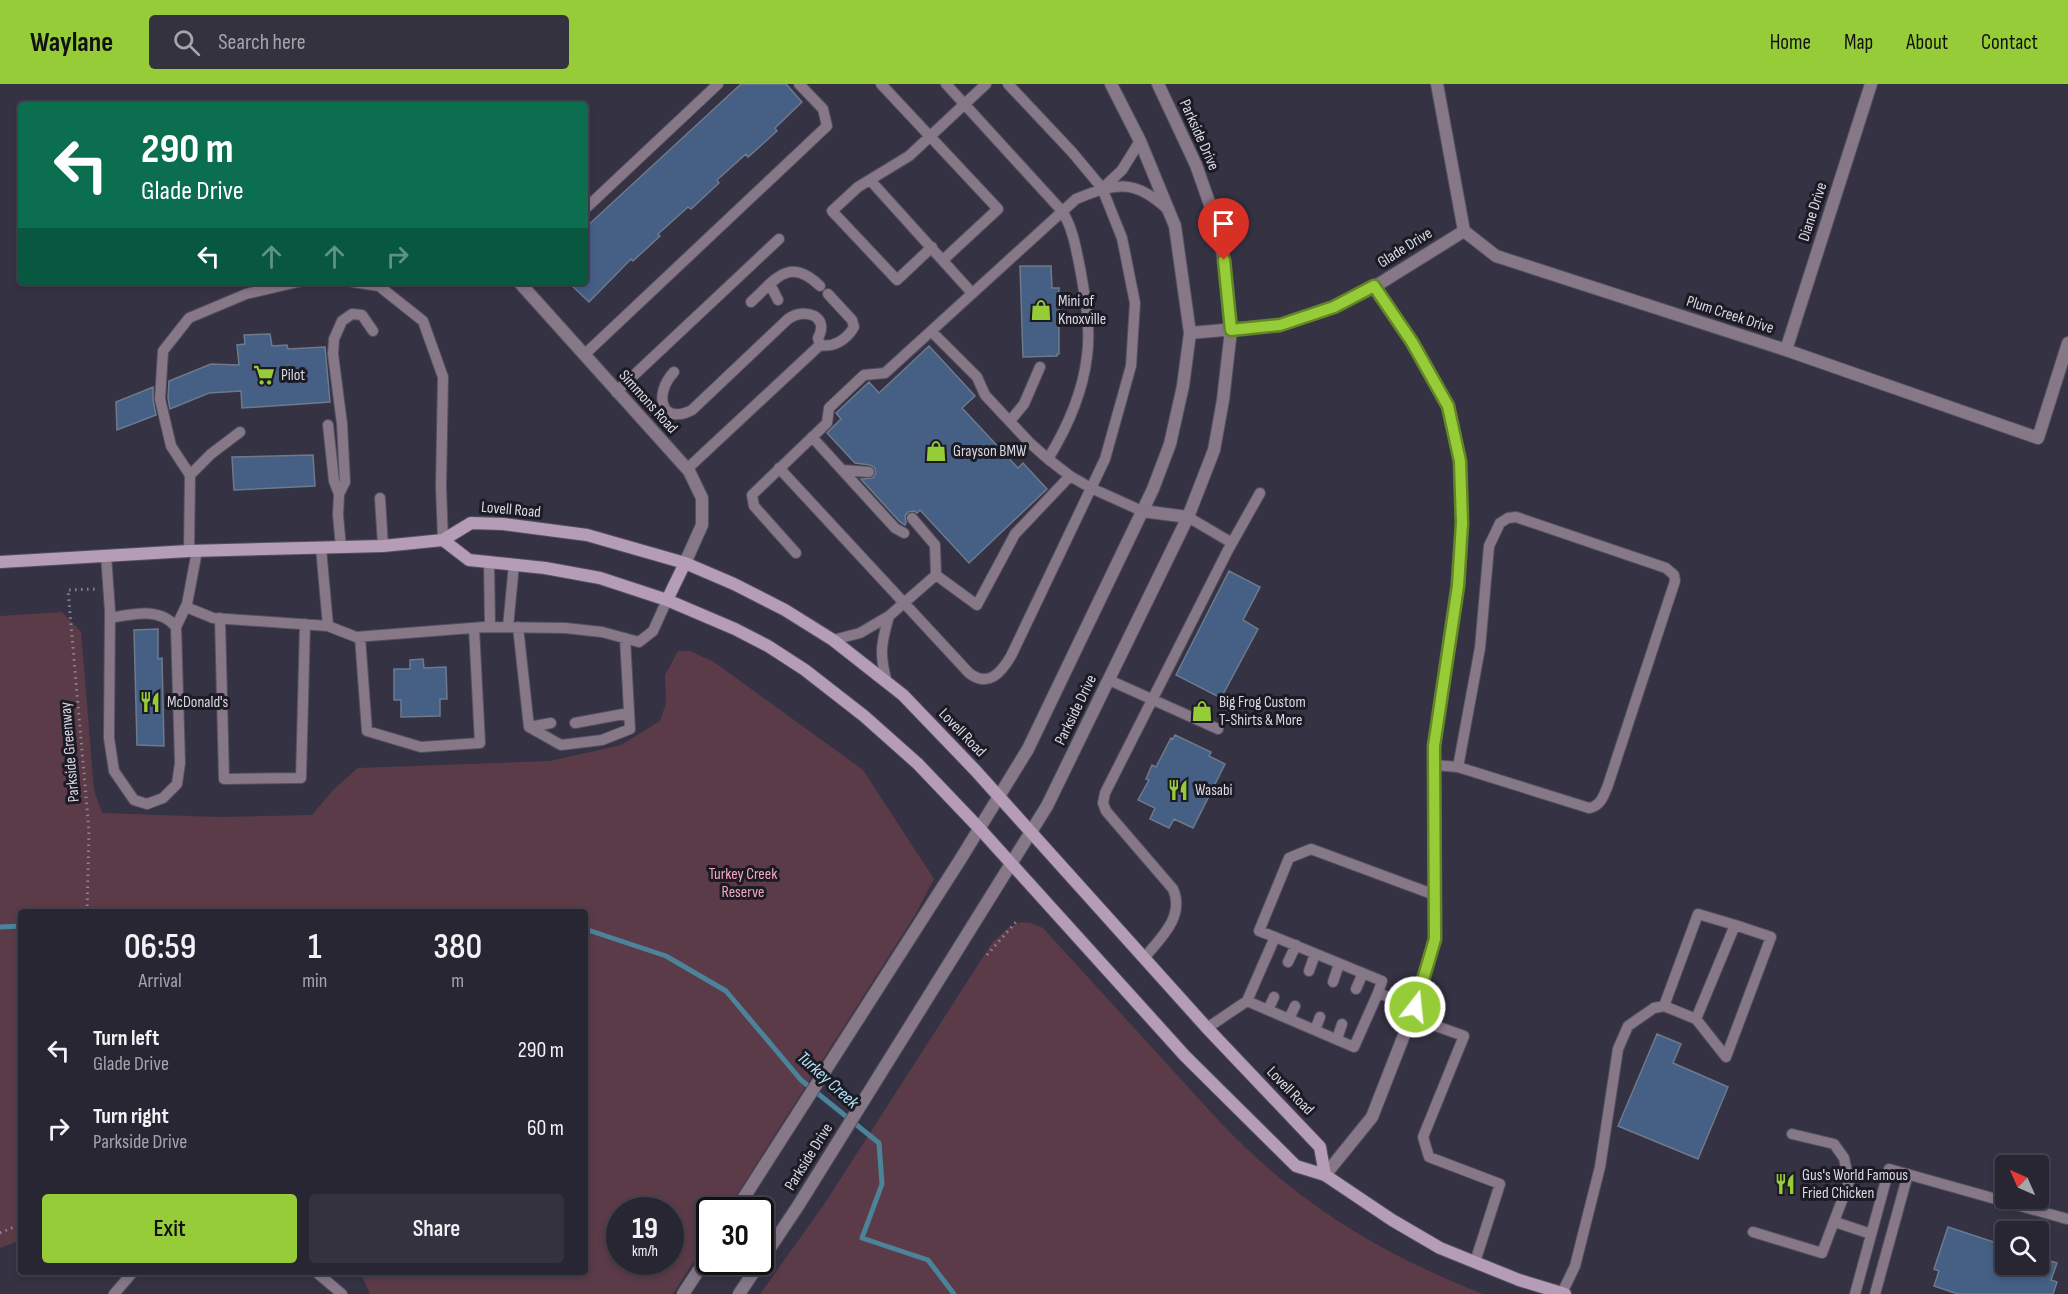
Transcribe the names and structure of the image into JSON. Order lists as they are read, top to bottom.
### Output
{
  "streets": {
    "main road": ["Lovell Road"],
    "street": [
      "Parkside Drive",
      "Diane Drive",
      "Glade Drive",
      "Plum Creek Drive",
      "Simmons Road"
    ],
    "path": ["Parkside Greenway"]
  },
  "crossings": [
    ["Parkside Drive", "Glade Drive"],
    ["Parkside Drive", "Lovell Road"],
    ["Diane Drive", "Plum Creek Drive"],
    ["Glade Drive", "Plum Creek Drive"],
    ["Simmons Road", "Lovell Road"]
  ],
  "water": ["Turkey Creek"],
  "parks": ["Turkey Creek Reserve"],
  "places": {
    "shop": ["Mini of Knoxville", "Grayson BMW", "Big Frog Custom T-Shirts & More"],
    "supermarket": ["Pilot"],
    "restaurant": ["McDonald's", "Wasabi", "Gus's World Famous Fried Chicken"]
  },
  "north": "top left",
  "page": {
    "header": "Waylane",
    "search": "Search here",
    "nav": [
      "Home",
      "Map",
      "About",
      "Contact"
    ],
    "turn": ["290 m", "Glade Drive"],
    "eta": [
      "06:59",
      "Arrival",
      "1",
      "min",
      "380",
      "m"
    ],
    "list": [
      {
        "name": "Turn left",
        "note": "Glade Drive",
        "value": "290 m"
      },
      {
        "name": "Turn right",
        "note": "Parkside Drive",
        "value": "60 m"
      }
    ],
    "buttons": ["Exit", "Share"],
    "speed": "19 km/h",
    "limit": "30"
  }
}
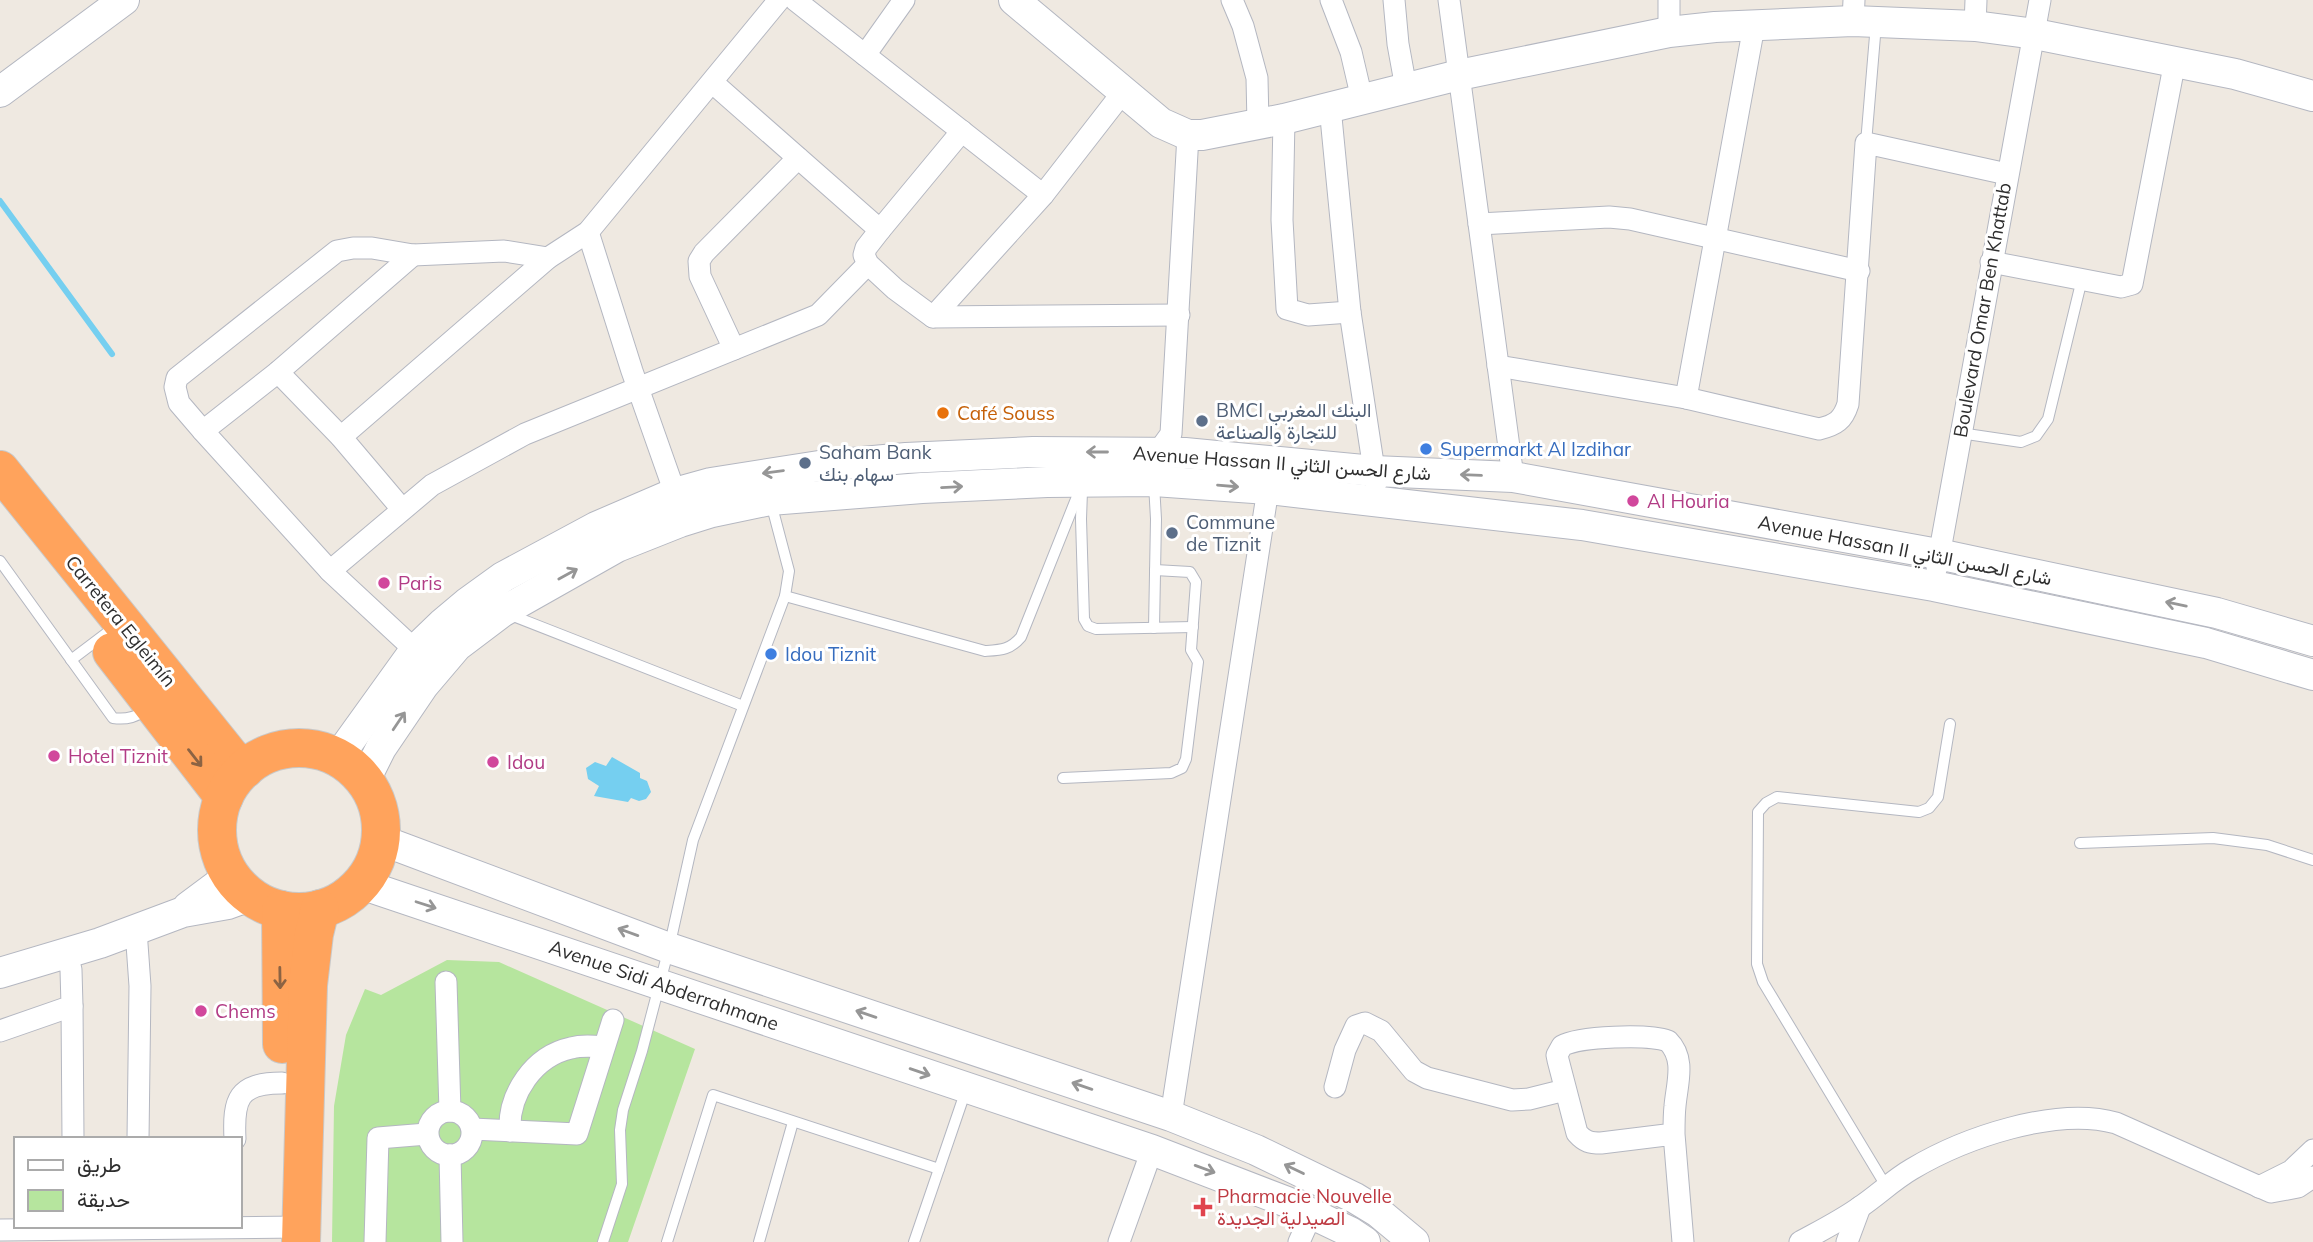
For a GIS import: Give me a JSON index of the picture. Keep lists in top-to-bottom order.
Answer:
{
  "streets": {
    "highway": ["Carretera Egleimín"],
    "main road": ["Avenue Hassan II شارع الحسن الثاني", "Avenue Sidi Abderrahmane"],
    "street": ["Boulevard Omar Ben Khattab"]
  },
  "crossings": [
    ["Boulevard Omar Ben Khattab", "Avenue Hassan II شارع الحسن الثاني"],
    ["Avenue Hassan II شارع الحسن الثاني", "Carretera Egleimín"],
    ["Avenue Hassan II شارع الحسن الثاني", "Avenue Sidi Abderrahmane"],
    ["Carretera Egleimín", "Avenue Sidi Abderrahmane"]
  ],
  "places": {
    "other": [
      "Café Souss",
      "BMCI البنك المغربي للتجارة والصناعة",
      "Supermarkt Al Izdihar",
      "Saham Bank سهام بنك",
      "Al Houria",
      "Commune de Tiznit",
      "Paris",
      "Idou Tiznit",
      "Hotel Tiznit",
      "Idou",
      "Chems"
    ],
    "health": ["Pharmacie Nouvelle الصيدلية الجديدة"]
  },
  "legend": ["طريق", "حديقة"]
}
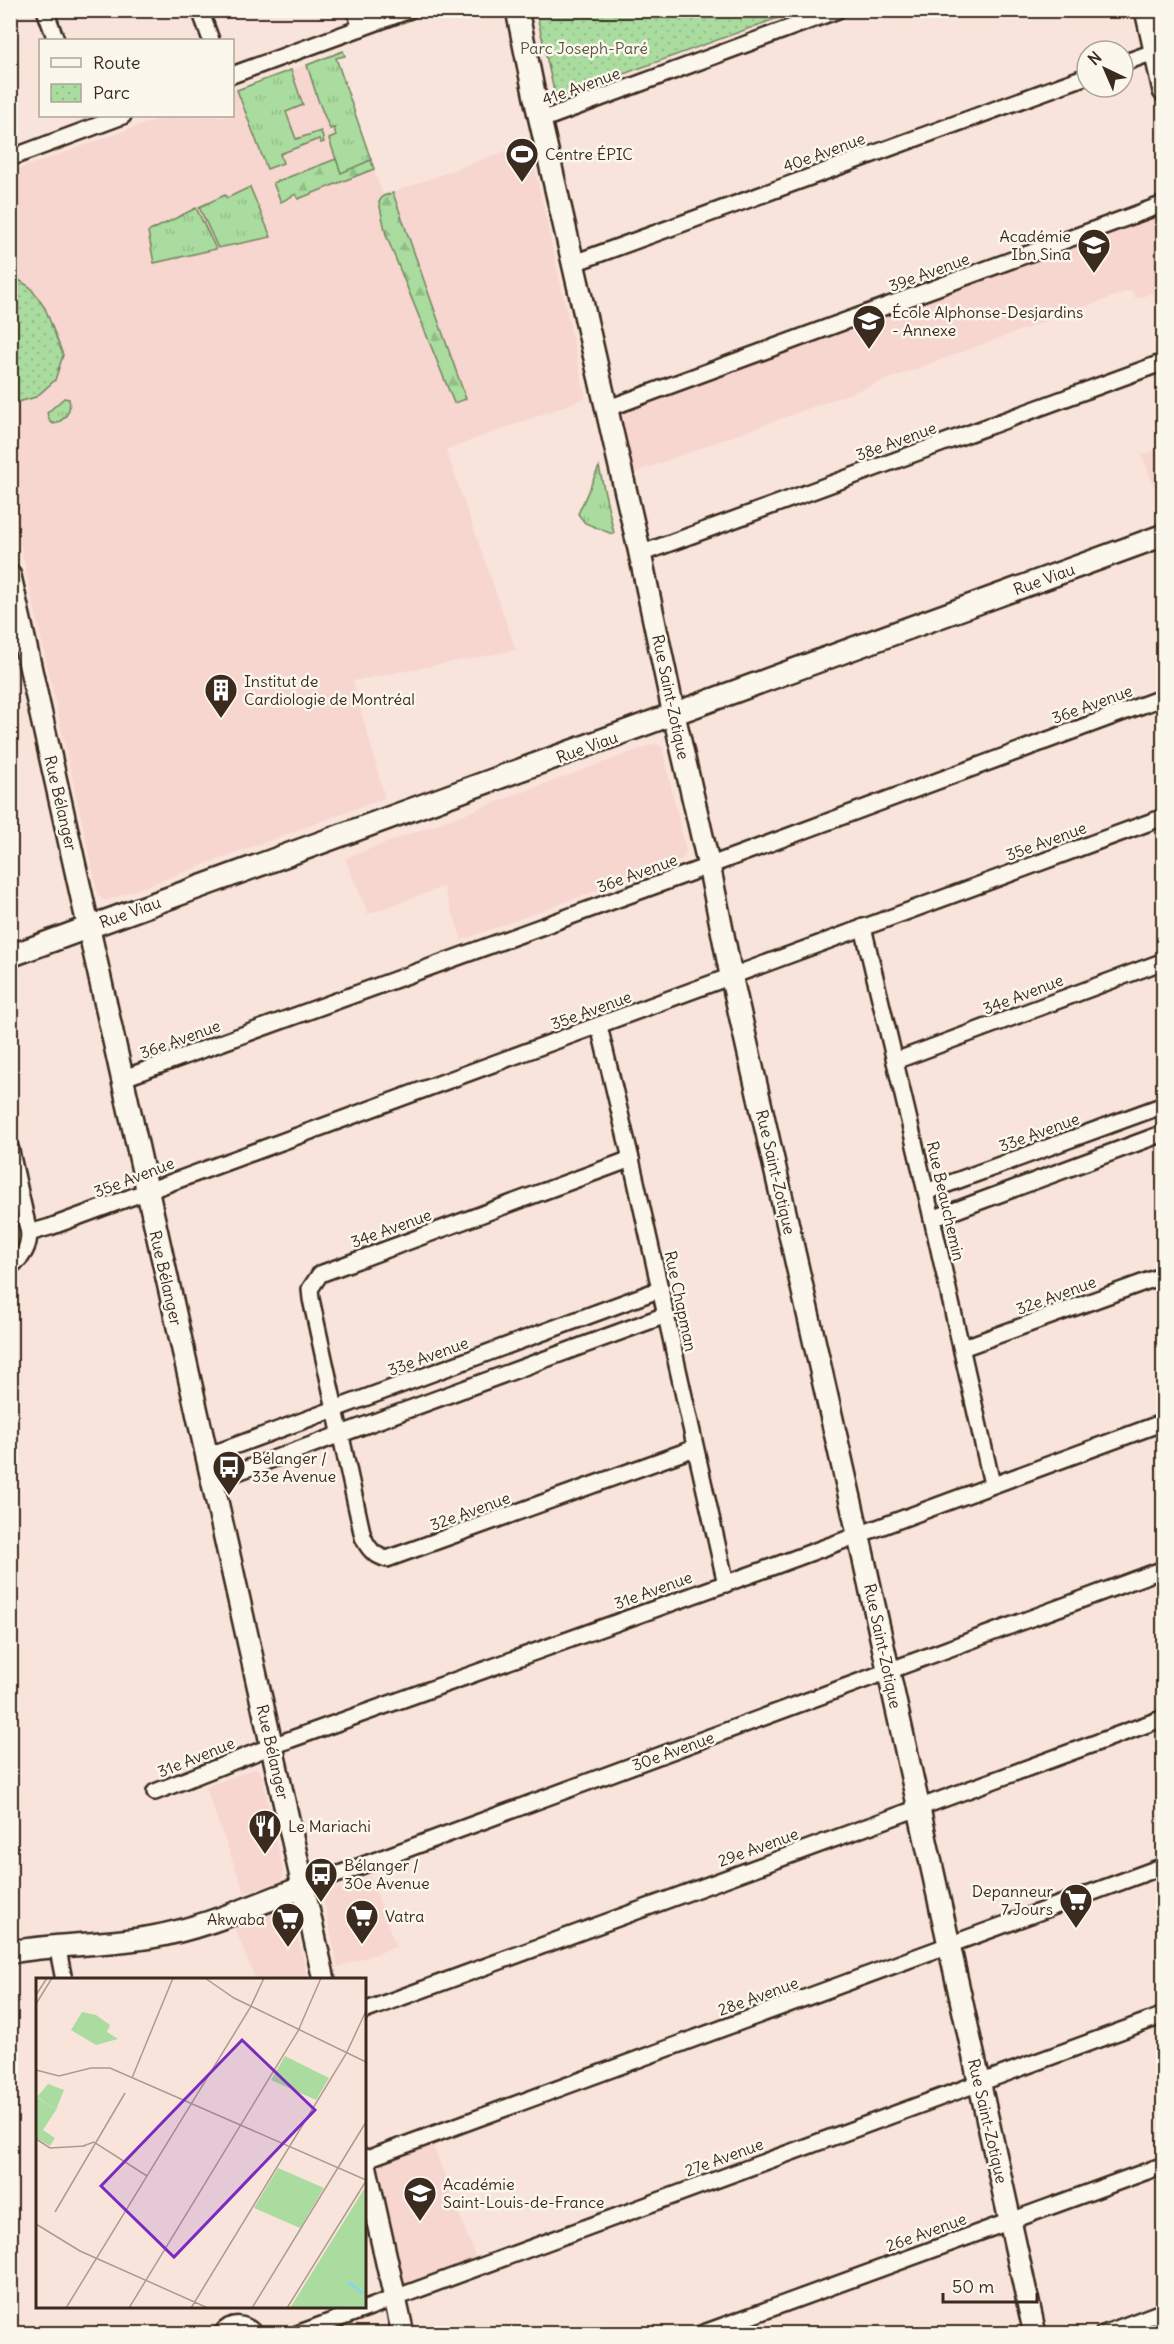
# # # # # # #
Please transcribe exactly the lines from the start of the records through the line containing "For a GIS import: Give", leaving the pictures out.

• Answer to this exercise:
Transcribe the names and structure of the image into JSON. Order lists as they are read, top to bottom.
### Output
{
  "streets": {
    "main road": ["Lovell Road"],
    "street": [
      "Parkside Drive",
      "Diane Drive",
      "Glade Drive",
      "Plum Creek Drive",
      "Simmons Road"
    ],
    "path": ["Parkside Greenway"]
  },
  "crossings": [
    ["Parkside Drive", "Glade Drive"],
    ["Parkside Drive", "Lovell Road"],
    ["Diane Drive", "Plum Creek Drive"],
    ["Glade Drive", "Plum Creek Drive"],
    ["Simmons Road", "Lovell Road"]
  ],
  "water": ["Turkey Creek"],
  "parks": ["Turkey Creek Reserve"],
  "places": {
    "shop": ["Mini of Knoxville", "Grayson BMW", "Big Frog Custom T-Shirts & More"],
    "supermarket": ["Pilot"],
    "restaurant": ["McDonald's", "Wasabi", "Gus's World Famous Fried Chicken"]
  },
  "north": "top left",
  "page": {
    "header": "Waylane",
    "search": "Search here",
    "nav": [
      "Home",
      "Map",
      "About",
      "Contact"
    ],
    "turn": ["290 m", "Glade Drive"],
    "eta": [
      "06:59",
      "Arrival",
      "1",
      "min",
      "380",
      "m"
    ],
    "list": [
      {
        "name": "Turn left",
        "note": "Glade Drive",
        "value": "290 m"
      },
      {
        "name": "Turn right",
        "note": "Parkside Drive",
        "value": "60 m"
      }
    ],
    "buttons": ["Exit", "Share"],
    "speed": "19 km/h",
    "limit": "30"
  }
}
For a GIS import: Give me a JSON index of the picture. Keep lists in top-to-bottom order.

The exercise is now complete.